### YOUR INSTRUCTIONS:
Reproduce the records exactly, beginning with their first line and ending with the line that contains "position:absolute; left:413px; top:85px;", and output nothing more.

Items listed in a dataset
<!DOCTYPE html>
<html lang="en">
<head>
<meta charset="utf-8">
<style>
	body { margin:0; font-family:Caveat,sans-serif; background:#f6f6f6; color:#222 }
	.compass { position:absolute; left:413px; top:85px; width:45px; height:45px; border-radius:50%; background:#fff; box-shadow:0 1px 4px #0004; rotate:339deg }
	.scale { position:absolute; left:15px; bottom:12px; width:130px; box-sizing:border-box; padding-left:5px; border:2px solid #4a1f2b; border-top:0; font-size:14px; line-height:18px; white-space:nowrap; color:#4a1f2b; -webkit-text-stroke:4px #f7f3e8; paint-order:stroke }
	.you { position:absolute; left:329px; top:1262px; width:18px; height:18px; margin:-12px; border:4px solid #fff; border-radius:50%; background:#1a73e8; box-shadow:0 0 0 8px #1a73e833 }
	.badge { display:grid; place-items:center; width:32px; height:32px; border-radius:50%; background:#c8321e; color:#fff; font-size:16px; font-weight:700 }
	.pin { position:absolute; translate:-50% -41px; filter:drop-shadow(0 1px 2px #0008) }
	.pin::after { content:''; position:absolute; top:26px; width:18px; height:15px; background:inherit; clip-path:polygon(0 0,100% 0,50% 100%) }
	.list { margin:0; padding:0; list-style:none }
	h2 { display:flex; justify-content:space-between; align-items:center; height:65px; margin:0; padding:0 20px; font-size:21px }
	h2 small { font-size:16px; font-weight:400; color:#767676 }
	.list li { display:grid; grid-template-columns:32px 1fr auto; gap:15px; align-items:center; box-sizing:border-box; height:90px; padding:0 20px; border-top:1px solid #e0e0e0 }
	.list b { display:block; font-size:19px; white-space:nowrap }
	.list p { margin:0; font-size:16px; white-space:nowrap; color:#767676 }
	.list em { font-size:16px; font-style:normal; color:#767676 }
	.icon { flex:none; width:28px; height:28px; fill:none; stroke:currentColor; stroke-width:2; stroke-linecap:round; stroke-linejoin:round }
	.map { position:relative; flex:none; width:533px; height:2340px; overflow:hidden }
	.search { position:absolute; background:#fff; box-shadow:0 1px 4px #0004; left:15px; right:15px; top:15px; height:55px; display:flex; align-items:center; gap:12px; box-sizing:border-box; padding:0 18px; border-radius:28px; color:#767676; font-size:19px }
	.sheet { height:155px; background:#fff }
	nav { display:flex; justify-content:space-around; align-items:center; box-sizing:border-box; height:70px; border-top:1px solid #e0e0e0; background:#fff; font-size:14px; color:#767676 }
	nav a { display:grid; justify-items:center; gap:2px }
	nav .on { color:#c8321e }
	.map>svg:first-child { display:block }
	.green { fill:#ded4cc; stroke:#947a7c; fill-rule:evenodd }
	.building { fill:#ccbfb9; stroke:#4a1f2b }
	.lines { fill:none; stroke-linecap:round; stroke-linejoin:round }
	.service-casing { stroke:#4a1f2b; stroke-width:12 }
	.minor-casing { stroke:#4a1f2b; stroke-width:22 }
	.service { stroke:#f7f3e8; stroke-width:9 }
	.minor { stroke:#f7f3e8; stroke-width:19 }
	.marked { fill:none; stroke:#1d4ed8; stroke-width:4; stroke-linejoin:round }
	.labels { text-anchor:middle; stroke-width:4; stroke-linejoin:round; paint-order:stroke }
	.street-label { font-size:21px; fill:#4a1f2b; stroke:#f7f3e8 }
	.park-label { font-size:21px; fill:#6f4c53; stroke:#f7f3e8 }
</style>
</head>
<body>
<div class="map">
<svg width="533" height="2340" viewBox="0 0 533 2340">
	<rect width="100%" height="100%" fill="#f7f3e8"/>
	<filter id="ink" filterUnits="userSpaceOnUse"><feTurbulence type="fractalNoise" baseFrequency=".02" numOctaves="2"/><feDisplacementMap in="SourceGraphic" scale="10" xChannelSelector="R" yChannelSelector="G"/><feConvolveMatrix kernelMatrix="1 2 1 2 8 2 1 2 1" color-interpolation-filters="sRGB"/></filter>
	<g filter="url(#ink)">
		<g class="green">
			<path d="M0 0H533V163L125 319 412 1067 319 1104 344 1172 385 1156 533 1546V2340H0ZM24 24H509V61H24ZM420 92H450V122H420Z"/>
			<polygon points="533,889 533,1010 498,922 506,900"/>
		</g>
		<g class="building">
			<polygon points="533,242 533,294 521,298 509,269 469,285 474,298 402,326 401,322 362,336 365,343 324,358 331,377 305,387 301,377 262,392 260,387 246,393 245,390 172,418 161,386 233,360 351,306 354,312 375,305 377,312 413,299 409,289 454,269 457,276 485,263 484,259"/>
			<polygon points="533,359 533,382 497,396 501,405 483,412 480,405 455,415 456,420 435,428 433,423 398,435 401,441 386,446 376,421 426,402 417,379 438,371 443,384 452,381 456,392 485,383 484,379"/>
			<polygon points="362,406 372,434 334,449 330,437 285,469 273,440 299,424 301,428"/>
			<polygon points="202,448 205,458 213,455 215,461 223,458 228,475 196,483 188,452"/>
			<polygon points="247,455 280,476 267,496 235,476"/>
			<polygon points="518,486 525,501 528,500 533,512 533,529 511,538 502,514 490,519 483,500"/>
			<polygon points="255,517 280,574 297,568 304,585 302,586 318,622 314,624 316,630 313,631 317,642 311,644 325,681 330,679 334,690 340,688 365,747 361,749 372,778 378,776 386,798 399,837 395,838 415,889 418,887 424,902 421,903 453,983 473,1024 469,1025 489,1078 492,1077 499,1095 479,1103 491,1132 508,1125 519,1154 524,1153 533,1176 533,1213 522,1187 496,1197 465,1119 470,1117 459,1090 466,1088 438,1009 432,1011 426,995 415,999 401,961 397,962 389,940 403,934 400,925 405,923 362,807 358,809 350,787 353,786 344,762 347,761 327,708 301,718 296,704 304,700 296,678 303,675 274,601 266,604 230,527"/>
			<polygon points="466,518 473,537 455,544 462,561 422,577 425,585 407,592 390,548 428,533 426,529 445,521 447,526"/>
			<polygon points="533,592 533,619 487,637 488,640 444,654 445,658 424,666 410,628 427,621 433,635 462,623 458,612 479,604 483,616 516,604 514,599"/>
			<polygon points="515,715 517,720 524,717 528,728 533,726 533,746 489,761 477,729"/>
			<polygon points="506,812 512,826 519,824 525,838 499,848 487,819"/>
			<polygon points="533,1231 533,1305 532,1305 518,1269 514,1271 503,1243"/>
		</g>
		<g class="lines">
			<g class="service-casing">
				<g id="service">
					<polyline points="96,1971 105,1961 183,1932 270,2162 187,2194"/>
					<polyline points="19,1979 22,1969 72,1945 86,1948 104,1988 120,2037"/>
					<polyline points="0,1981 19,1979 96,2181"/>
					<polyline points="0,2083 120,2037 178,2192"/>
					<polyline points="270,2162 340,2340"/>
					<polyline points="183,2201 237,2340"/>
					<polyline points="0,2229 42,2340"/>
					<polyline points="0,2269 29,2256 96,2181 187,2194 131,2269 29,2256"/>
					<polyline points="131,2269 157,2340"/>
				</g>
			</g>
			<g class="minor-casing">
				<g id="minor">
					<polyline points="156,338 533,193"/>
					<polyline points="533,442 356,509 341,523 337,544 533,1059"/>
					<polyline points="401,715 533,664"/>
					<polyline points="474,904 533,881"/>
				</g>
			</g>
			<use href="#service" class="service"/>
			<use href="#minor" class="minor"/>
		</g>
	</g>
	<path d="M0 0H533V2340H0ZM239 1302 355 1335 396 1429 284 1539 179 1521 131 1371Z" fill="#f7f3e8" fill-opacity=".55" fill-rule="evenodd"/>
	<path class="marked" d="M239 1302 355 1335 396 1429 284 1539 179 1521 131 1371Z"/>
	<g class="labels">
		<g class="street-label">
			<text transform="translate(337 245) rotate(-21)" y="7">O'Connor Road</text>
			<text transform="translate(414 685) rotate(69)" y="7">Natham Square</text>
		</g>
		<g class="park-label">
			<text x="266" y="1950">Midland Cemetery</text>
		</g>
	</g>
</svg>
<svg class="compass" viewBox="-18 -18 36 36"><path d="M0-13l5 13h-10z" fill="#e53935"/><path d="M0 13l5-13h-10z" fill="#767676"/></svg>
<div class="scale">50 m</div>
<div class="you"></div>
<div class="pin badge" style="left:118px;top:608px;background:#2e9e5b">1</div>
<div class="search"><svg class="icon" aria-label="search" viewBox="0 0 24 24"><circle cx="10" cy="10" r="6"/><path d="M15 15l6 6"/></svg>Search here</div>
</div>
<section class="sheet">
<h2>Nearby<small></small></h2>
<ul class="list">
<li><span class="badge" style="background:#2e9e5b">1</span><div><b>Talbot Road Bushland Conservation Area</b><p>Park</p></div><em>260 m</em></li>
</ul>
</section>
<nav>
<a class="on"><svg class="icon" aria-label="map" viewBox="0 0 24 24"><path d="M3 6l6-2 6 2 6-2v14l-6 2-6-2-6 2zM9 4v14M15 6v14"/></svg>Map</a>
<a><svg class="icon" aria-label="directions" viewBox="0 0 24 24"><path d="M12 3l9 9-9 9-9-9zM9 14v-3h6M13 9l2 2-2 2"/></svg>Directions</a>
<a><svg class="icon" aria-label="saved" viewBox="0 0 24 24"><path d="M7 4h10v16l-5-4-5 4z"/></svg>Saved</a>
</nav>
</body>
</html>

### EXPECTED OUTPUT:
<!DOCTYPE html>
<html lang="en">
<head>
<meta charset="utf-8">
<style>
	body { margin:0; font-family:Caveat,sans-serif; background:#f6f6f6; color:#222 }
	.compass { position:absolute; left:413px; top:85px; width:45px; height:45px; border-radius:50%; background:#fff; box-shadow:0 1px 4px #0004; rotate:339deg }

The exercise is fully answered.